▶ [Exercise data]:
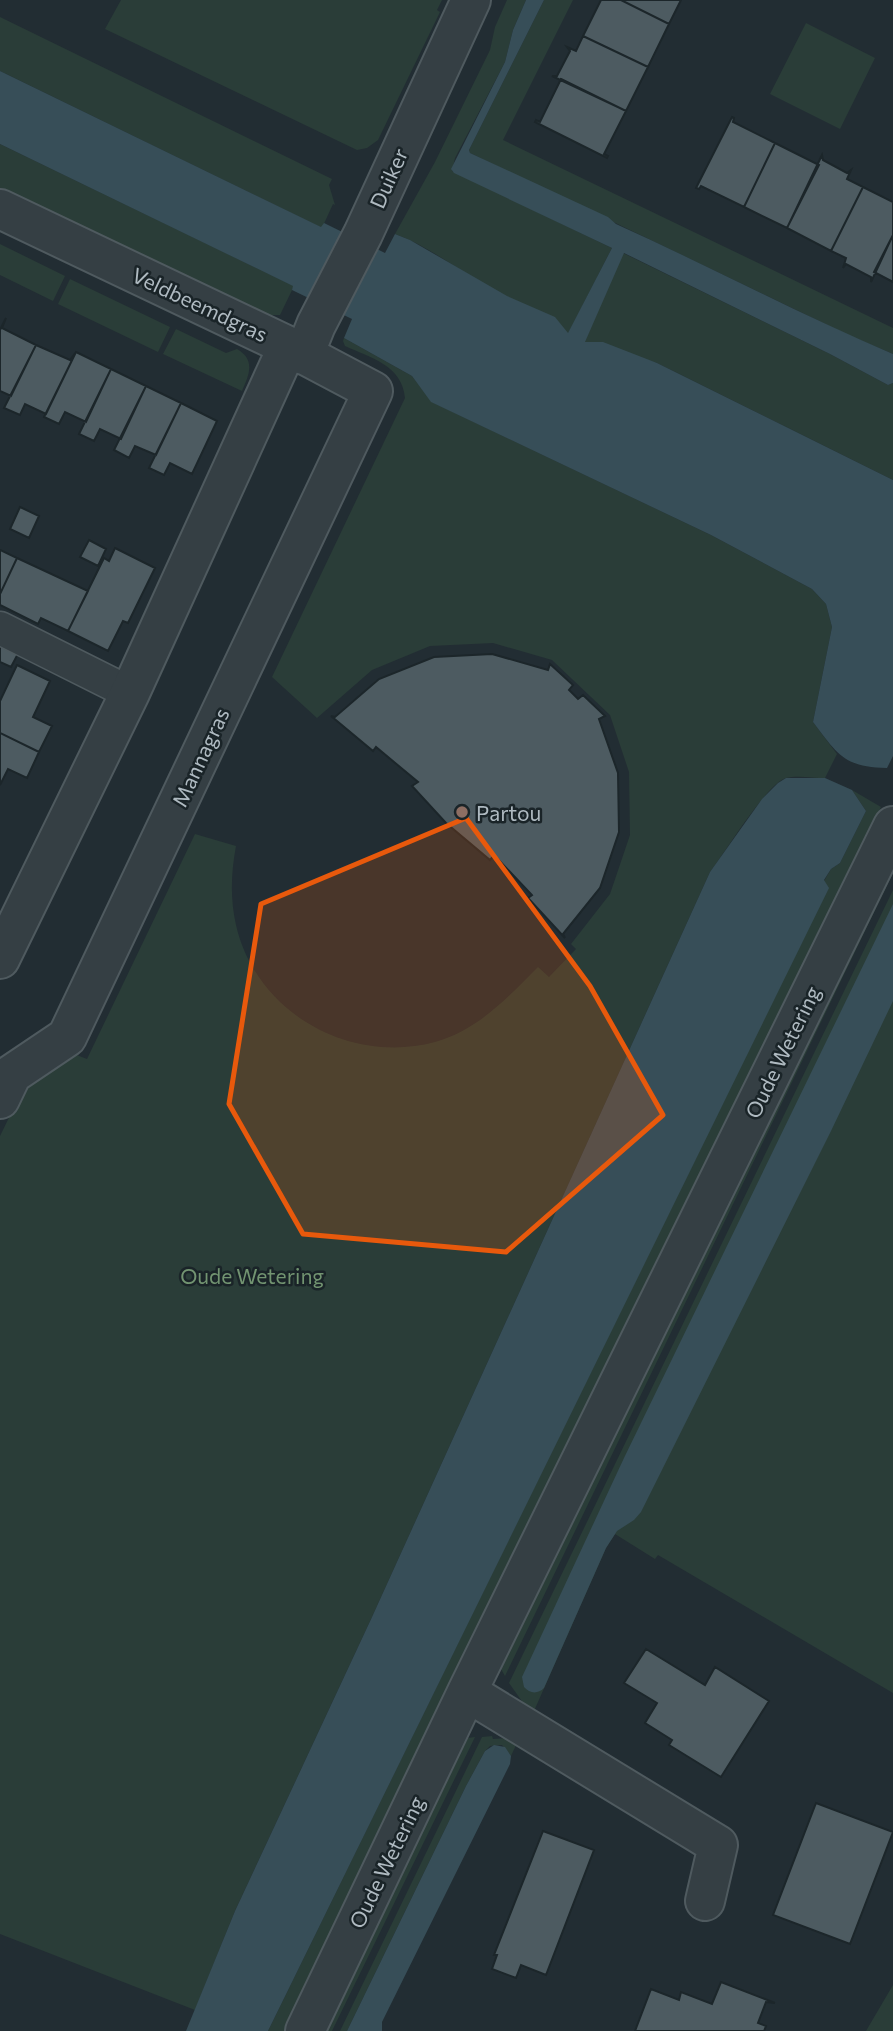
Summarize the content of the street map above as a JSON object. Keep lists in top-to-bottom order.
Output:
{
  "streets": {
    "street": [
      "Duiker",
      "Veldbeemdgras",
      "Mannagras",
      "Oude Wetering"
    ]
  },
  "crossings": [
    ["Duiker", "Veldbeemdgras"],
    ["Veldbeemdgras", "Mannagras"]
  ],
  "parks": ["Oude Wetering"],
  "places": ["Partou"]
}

▶ [Requirement]: Return each record above as it stands. Pictures stay out.

▶ [Written response]:
Summarize the content of the street map above as a JSON object. Keep lists in top-to-bottom order.
Output:
{
  "streets": {
    "street": [
      "Duiker",
      "Veldbeemdgras",
      "Mannagras",
      "Oude Wetering"
    ]
  },
  "crossings": [
    ["Duiker", "Veldbeemdgras"],
    ["Veldbeemdgras", "Mannagras"]
  ],
  "parks": ["Oude Wetering"],
  "places": ["Partou"]
}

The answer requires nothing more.